Re: [PATCH 3/3] KVM: x86/vPMU: Add lazy mechanism to release perf_event per vPMC

2019-10-09 Thread Peter Zijlstra
On Wed, Oct 09, 2019 at 11:21:30AM +0200, Paolo Bonzini wrote:
> On 09/10/19 10:16, Peter Zijlstra wrote:

> >> bool bitfields preserve the magic behavior where something like this:
> >>
> >>   foo->x = y;
> >>
> >> (x is a bool bitfield) would be compiled as
> >>
> >>   foo->x = (y != 0);
> > 
> > This is confusion; if y is a single bit bitfield, then there is
> > absolutely _NO_ difference between these two expressions.
> 
> y is not in a struct so it cannot be a single bit bitfield. :) If y is
> an int and foo->x is a bool bitfield, you get the following:
> 
>   foo->x = 6; /* foo->x is 1, it would be 0 for int:1 */
>   foo->x = 7; /* foo->x is 1, it would be 1 for int:1 */
> 

Urgh, reading hard.
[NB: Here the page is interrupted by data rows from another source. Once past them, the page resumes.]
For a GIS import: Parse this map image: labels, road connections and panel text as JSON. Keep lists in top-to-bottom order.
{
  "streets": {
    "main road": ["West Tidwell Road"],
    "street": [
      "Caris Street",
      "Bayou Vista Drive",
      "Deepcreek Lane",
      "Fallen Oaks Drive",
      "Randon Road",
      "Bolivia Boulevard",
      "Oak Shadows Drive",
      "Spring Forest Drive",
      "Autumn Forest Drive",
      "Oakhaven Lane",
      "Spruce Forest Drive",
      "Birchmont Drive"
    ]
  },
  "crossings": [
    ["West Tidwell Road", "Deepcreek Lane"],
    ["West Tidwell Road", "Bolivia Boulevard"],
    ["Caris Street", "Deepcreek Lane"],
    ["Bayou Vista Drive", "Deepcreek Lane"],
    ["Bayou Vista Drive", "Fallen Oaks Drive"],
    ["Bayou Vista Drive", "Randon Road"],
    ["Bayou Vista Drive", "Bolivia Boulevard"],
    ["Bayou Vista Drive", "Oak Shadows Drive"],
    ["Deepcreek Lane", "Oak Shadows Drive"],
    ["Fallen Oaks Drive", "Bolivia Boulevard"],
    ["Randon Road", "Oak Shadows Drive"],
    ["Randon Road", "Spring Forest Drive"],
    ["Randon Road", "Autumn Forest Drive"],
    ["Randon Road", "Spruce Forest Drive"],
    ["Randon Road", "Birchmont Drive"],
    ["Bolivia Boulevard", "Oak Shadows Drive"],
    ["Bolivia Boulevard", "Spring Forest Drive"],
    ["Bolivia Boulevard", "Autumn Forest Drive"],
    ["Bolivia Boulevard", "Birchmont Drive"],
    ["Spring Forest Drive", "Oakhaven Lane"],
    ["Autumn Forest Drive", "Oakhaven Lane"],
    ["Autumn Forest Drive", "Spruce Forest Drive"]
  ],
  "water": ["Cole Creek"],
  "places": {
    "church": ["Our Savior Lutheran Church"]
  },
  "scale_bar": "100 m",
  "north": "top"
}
You're right!


Re: [PATCH 3/3] KVM: x86/vPMU: Add lazy mechanism to release perf_event per vPMC

2019-10-09 Thread Paolo Bonzini
On 09/10/19 10:16, Peter Zijlstra wrote:
> On Wed, Oct 09, 2019 at 09:15:03AM +0200, Paolo Bonzini wrote:
>> For stuff like hardware registers, bitfields are probably a bad idea
>> anyway, so let's only consider the case of space optimization.
> 
> Except for hardware registers? I actually like bitfields to describe
> hardware registers.

In theory yes, in practice for MMIO it's a problem that you're not able
to see the exact compiler reads or writes.  Of course you can do:

union {
struct {
/* some bitfields here
} u;
u32 val;
}

and only use the bitfields after reading/writing from the register.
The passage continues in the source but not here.